The cost of the CO2 savings

 After very severe teething problems, including over 6,000 maintenance calls, Boundary Dam is now producing almost as much sequestered CO2 as planned. 2017 will probably see about 1,000,000 tonnes pipelined to the oil field for increasing output. Of this, about 700,000 tonnes will stay in the ground for ever.

This has cost almost US $70m, or $100 a tonne, assuming constant operation apart from maintenance intervals. After further development, we might be able to get this to about $60, if future plants are fully used for 8,000 hours or so a year.

The alternatives

The last chapter of The Switch looks briefly at some of the alternatives to CCS that provide a renewables-based energy system with its need for month-long buffers and stores. (Short term storage will be offered by batteries).

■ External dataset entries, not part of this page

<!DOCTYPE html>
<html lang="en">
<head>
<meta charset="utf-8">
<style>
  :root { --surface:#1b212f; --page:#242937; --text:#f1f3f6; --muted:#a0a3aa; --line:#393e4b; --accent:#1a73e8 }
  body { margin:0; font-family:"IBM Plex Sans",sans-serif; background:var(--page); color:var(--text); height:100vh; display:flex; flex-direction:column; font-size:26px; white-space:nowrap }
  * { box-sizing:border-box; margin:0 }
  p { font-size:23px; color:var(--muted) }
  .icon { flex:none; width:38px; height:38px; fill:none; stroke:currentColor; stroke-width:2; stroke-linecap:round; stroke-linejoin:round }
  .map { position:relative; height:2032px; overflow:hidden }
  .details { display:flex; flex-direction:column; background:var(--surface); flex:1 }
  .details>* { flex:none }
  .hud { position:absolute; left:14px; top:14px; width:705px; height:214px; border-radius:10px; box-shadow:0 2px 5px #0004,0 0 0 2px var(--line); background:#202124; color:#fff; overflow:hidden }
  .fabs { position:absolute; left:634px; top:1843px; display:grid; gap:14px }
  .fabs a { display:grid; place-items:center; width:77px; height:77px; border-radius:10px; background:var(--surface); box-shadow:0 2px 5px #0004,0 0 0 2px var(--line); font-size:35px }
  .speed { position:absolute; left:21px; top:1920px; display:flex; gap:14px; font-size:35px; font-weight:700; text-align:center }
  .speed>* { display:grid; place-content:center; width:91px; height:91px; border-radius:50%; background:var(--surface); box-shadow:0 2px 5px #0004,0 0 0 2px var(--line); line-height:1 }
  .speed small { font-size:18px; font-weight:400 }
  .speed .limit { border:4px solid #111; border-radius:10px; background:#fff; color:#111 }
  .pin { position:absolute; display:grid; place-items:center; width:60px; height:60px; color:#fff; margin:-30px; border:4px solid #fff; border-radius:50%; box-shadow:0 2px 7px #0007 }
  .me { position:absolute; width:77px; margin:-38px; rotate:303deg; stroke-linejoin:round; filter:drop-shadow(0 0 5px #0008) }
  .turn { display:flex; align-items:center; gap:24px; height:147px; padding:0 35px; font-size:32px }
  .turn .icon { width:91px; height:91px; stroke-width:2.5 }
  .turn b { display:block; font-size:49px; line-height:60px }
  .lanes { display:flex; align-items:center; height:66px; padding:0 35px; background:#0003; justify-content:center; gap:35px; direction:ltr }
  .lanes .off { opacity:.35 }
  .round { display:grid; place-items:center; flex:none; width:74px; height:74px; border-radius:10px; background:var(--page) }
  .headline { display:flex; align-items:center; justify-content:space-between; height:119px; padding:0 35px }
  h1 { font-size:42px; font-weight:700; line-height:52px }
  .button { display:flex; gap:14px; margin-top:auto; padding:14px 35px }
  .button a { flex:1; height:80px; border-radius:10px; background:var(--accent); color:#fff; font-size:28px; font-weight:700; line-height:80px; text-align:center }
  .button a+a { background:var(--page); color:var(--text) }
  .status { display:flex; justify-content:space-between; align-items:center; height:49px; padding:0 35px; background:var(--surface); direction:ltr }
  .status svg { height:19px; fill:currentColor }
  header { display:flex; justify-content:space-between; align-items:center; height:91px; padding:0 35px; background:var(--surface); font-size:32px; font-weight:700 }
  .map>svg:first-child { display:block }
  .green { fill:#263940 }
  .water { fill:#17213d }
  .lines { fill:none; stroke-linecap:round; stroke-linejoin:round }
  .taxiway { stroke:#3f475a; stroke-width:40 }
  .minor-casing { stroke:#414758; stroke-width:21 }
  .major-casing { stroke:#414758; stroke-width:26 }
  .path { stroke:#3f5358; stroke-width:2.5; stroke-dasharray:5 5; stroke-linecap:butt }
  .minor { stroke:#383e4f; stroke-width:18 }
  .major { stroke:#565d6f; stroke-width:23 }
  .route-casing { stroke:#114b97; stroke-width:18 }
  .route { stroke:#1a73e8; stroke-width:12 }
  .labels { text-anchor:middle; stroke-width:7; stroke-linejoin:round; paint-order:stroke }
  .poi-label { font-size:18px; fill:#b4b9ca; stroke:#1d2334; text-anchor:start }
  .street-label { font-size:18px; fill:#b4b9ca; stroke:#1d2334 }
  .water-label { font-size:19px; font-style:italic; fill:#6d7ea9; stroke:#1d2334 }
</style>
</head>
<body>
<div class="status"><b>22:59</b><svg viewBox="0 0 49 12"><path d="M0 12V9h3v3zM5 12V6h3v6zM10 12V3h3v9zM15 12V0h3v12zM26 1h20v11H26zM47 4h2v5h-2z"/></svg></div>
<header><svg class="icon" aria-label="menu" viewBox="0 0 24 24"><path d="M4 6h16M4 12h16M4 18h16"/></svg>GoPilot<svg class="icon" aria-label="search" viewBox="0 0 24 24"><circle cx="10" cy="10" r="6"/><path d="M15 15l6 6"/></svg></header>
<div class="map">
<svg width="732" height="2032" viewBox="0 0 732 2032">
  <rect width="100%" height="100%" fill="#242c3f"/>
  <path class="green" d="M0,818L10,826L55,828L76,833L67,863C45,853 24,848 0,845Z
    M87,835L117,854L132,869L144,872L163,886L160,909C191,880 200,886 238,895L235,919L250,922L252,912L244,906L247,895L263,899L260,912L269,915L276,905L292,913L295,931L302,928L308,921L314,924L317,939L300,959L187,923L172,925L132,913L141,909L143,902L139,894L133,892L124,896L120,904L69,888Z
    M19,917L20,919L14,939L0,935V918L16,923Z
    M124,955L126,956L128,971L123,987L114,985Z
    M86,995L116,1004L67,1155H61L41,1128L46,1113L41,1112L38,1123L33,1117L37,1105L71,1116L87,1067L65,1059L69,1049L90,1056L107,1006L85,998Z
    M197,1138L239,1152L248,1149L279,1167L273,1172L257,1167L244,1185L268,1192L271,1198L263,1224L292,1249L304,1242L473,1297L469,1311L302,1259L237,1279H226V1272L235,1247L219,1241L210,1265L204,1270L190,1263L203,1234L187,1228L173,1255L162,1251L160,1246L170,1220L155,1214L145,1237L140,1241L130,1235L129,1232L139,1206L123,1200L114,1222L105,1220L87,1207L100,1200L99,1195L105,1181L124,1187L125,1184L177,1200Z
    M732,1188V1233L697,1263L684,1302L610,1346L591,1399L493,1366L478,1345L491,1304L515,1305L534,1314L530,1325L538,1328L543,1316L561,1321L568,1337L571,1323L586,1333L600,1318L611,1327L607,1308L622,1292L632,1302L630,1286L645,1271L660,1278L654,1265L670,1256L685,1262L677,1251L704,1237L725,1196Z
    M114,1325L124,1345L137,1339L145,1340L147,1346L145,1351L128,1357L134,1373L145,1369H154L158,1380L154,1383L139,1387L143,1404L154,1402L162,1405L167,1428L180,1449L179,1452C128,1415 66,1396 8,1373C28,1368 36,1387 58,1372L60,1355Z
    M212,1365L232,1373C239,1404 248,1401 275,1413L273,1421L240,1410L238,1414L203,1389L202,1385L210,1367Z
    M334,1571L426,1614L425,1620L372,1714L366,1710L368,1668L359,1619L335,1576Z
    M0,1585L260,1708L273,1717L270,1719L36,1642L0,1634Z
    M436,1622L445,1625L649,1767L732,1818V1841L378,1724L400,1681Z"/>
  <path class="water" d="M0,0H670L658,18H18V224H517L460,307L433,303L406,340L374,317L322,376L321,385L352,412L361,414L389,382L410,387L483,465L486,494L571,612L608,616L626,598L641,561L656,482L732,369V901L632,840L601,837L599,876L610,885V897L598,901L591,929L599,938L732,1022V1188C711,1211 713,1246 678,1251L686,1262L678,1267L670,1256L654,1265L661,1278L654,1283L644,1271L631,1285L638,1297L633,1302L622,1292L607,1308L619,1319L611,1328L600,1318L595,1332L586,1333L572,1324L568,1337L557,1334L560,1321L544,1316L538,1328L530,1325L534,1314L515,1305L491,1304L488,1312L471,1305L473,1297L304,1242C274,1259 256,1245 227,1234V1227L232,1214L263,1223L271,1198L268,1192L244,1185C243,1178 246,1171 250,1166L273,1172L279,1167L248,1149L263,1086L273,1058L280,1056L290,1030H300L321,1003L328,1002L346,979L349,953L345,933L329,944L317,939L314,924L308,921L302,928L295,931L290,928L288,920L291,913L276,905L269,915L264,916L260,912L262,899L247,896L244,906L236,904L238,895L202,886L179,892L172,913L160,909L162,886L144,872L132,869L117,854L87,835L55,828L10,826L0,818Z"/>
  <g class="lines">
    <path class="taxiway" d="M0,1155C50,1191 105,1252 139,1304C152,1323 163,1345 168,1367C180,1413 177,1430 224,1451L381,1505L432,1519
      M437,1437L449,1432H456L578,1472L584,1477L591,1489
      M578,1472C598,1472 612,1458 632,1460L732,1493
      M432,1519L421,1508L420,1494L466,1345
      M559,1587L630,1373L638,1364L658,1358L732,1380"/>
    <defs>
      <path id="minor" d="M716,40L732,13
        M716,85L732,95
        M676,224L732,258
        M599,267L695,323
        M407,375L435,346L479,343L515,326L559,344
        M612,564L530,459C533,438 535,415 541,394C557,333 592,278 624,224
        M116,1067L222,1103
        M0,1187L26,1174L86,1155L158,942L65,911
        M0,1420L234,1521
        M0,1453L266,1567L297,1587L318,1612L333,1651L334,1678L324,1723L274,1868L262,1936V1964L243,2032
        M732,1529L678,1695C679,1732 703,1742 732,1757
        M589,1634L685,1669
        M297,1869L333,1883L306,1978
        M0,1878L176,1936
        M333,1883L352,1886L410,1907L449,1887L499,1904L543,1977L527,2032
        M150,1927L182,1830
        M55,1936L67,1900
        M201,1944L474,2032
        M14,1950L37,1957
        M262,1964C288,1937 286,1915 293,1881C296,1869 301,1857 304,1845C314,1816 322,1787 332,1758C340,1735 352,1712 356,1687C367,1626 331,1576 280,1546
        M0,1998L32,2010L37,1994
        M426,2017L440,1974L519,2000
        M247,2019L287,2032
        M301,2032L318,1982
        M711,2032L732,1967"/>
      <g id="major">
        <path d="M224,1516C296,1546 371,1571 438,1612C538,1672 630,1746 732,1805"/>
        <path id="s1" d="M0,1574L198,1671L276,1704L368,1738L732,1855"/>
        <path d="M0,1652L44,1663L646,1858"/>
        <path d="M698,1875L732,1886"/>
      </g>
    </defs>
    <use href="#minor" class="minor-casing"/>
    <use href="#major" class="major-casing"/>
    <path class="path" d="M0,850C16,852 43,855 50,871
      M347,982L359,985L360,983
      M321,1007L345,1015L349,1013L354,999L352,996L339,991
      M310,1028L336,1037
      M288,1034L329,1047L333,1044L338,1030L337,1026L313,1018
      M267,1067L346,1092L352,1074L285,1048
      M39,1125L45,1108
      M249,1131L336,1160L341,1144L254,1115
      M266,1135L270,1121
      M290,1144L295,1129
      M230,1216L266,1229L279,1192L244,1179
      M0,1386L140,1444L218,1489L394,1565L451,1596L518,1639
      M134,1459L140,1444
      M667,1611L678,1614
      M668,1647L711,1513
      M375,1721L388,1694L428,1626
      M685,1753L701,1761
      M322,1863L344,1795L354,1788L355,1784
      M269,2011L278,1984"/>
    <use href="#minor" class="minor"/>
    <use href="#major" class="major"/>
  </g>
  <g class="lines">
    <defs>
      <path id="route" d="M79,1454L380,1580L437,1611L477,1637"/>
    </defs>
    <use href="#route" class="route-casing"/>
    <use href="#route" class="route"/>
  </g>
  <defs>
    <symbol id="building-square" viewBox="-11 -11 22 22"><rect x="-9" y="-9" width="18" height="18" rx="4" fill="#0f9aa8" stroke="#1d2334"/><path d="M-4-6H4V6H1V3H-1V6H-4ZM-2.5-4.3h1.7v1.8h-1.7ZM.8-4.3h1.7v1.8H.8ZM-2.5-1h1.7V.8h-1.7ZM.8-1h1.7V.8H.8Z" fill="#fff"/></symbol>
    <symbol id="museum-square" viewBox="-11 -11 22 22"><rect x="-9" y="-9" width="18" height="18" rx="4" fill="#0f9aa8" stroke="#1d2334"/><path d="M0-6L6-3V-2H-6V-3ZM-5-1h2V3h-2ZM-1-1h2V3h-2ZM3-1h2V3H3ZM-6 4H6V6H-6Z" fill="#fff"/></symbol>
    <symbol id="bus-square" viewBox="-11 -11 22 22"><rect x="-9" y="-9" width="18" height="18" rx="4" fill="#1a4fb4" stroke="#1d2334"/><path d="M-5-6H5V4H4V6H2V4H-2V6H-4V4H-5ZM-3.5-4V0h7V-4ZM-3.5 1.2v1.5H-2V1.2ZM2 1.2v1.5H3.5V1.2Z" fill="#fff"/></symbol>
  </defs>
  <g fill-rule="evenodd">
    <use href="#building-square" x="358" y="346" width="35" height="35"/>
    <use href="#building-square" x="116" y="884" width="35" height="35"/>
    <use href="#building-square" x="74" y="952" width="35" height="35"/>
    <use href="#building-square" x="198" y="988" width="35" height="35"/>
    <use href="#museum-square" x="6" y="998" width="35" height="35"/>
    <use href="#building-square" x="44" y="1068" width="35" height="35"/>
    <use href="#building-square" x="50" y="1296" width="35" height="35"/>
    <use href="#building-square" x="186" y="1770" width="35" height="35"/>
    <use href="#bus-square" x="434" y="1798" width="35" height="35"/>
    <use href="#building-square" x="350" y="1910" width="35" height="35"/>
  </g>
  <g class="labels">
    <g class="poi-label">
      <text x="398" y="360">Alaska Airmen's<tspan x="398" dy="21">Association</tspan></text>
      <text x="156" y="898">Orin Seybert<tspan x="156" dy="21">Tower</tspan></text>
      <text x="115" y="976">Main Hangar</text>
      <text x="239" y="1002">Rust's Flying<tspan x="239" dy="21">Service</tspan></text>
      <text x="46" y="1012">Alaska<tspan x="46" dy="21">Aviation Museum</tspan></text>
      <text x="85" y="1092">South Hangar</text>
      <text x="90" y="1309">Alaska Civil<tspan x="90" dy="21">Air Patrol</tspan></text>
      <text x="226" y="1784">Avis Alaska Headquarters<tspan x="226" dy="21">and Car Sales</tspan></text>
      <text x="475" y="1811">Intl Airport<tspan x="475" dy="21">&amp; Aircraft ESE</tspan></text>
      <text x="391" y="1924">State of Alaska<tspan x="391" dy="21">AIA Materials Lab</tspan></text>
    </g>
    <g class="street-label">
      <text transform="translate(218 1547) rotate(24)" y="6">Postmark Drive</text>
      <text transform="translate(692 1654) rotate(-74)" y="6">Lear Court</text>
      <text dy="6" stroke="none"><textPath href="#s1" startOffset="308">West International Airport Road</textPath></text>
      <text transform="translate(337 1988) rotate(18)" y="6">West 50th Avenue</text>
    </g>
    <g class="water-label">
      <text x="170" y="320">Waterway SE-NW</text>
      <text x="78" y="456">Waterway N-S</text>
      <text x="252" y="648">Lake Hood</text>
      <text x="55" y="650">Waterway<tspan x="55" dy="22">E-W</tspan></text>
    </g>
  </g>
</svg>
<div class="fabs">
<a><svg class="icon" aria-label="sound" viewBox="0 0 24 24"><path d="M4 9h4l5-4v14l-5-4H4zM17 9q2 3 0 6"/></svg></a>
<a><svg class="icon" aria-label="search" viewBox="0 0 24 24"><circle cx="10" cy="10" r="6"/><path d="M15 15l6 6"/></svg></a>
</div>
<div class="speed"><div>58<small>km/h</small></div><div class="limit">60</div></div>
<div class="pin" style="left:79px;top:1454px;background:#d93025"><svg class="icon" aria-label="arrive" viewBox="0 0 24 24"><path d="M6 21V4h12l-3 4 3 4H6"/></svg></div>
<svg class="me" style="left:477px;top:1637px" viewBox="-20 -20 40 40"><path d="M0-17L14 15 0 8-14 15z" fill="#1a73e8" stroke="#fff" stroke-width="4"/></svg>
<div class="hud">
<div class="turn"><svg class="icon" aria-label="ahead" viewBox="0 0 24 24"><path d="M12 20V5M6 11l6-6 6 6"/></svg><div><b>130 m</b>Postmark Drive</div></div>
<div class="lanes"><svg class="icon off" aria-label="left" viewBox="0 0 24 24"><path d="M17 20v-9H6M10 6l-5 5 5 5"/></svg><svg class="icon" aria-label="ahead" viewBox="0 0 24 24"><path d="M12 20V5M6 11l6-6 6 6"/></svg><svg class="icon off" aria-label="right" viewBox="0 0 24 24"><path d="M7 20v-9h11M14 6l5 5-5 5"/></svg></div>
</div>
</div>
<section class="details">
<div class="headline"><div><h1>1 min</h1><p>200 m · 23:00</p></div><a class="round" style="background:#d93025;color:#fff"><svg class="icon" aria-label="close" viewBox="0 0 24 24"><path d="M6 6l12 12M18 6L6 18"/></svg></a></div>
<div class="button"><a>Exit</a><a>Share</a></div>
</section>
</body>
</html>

In summary, I write in the book that conversion of surplus electricity at times of high wind or solar output into gases and liquid fuels looks far cheaper than conventional CCS. Direct capture of CO2 from air will probably become cost competitive to the hugely capital intensive process of putting CCS plants beside coal-fired power stations.

Wind on the Great Plains is now producing power at less than 4 cents a kilowatt hour, or sub $40 a megawatt hour, and solar will be at similar level within five years at the Canadian border. Even if 50% of the energy value is lost in a conversion process to natural gas or gasoline, cheap renewable electricity for storage use will cost far less than today’s US $72 per megawatt hour at Boundary Dam. And we won’t have the 10% of fugitive CO2 emissions being added to the atmosphere all the time.

(NB The arguments about CCS on steel, cement and plastics plants are more complex and I have failed to address them here).